これのパズルに挑戦している人がいるようだ。

http://d.hatena.ne.jp/rg350/20091115/1258293910

全てのパターンについて条件を満すかどうかをチェックするという方針でプログラムが書かれている。 プログラム的には簡単だが、かなり膨大な計算を要するのでとても時間がかかってしまうことになる。

改善案

改善方法をひとつ解説しよう。

いきなり最上段の並びを全部埋める必要は無い。 まず左側を2個埋めてみよう。 とりあえず {1, 2} をあてはめると、その下には 1 が現れてしまい、 NG と判定できる。

1 2
1

これから言えることは、 {1, 2} で始まる全ての並びは NG であるということだ。 {1, 2, 3, 4} も {1, 2, 6, 8} も {1, 2, 7, 5} も NG である。 一気に 56 種類の並びが NG として除去されてしまった。

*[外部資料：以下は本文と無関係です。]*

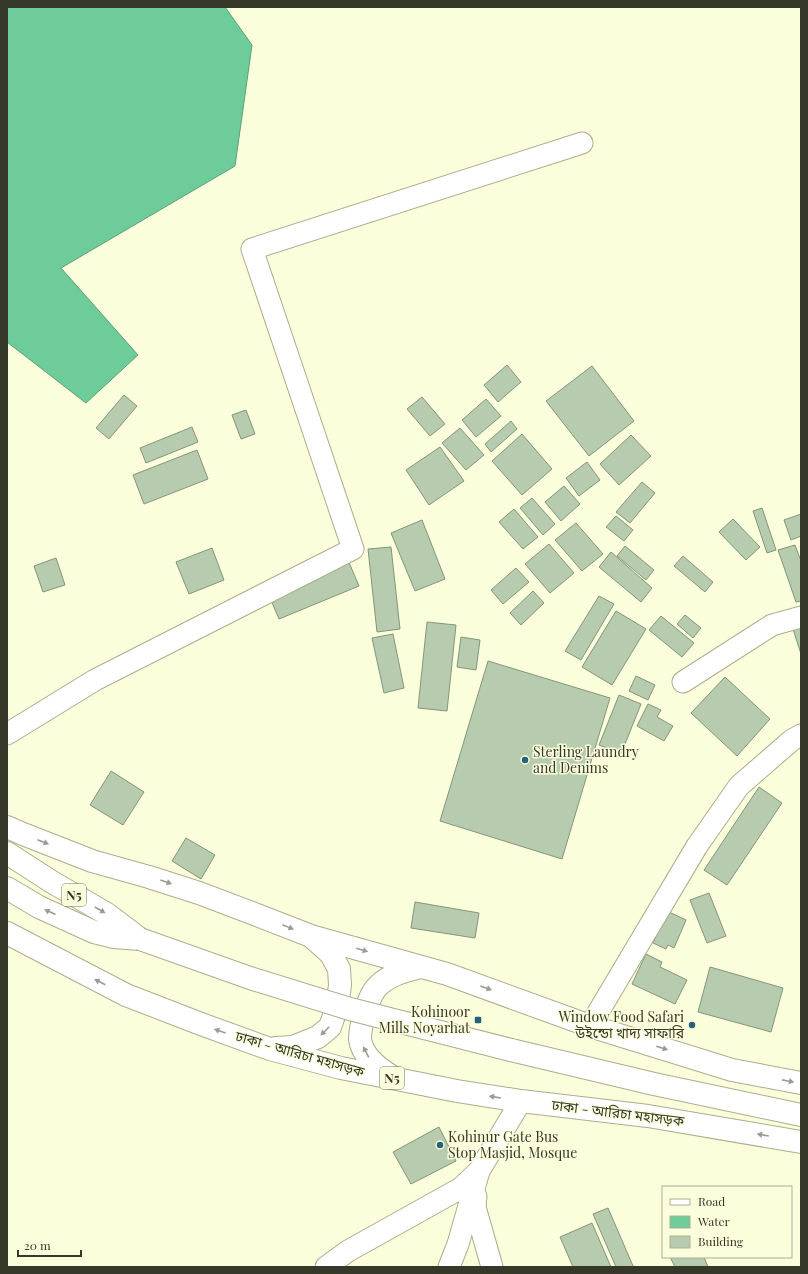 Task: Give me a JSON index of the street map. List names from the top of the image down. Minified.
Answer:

同様に、 3 個目まで埋めてから NG と判定できる場合もある。 例えば {1, 3, 7} という並びだとこうなる。

1 3 7
2 4
2

{1, 3, 7} で始まる 7 種類の並びは一気に NG 判定できるわけだ。

改善案の実装

以上を踏まえてプログラムを書くとこうなる。

#include <stdio.h>
#include <stdlib.h>

#define L 5  /* 段数を指定する。 */
#define N ((L+1)*L/2)

int answ[N+1], line[N+1], used[N+1];

void printansw(void) {
  for(int i=1, s=1; s<=N; s+=i, i++) printf("%3d ",answ[s]);
  printf("\n");
}

void trie(int depth) {
  if(depth>N) printansw();
  else if(line[depth]!=line[depth-1])
    for(int i=1; i<=N; i++) {
      if(!used[i]) {
        answ[depth]=i; used[i]=1; trie(depth+1); used[i]=0;
      }
    }
  else {
    int i=abs(answ[depth-1]-answ[depth-line[depth]]);
    if(!used[i]) {
      answ[depth]=i; used[i]=1; trie(depth+1); used[i]=0;
    }
}}

void init(void) {
  line[0]=0;
  for(int i=1; i<=N; i++) used[i]=0;
  for(int p=1, i=1; i<=L; i++) for(int j=0; j<i; j++, p++) line[p]=i;
}

int main(void) {
  init();
  trie(1);
  return 0;
}

更なる改善案

さて、この文章を書いている途中で今更ながら気付いたことがある。 上の例では「{1, 2} で『始まる』全ての並びは NG」と述べたが、実際には「{1, 2} を『含む』全ての並びは NG」である。 {1, 2} という並びはどこにも現れることが出来ない。

1 2
1
1 2
1

つまり、一旦 NG となったパターンを記憶しておけば、探索範囲を大幅に小さくすることが出来るはずなのだ。

実現するには幅優先探索に書き直す必要があったりして面倒なので、誰か実装してみてくれたらいいなぁと投げっぱなしにしてみる。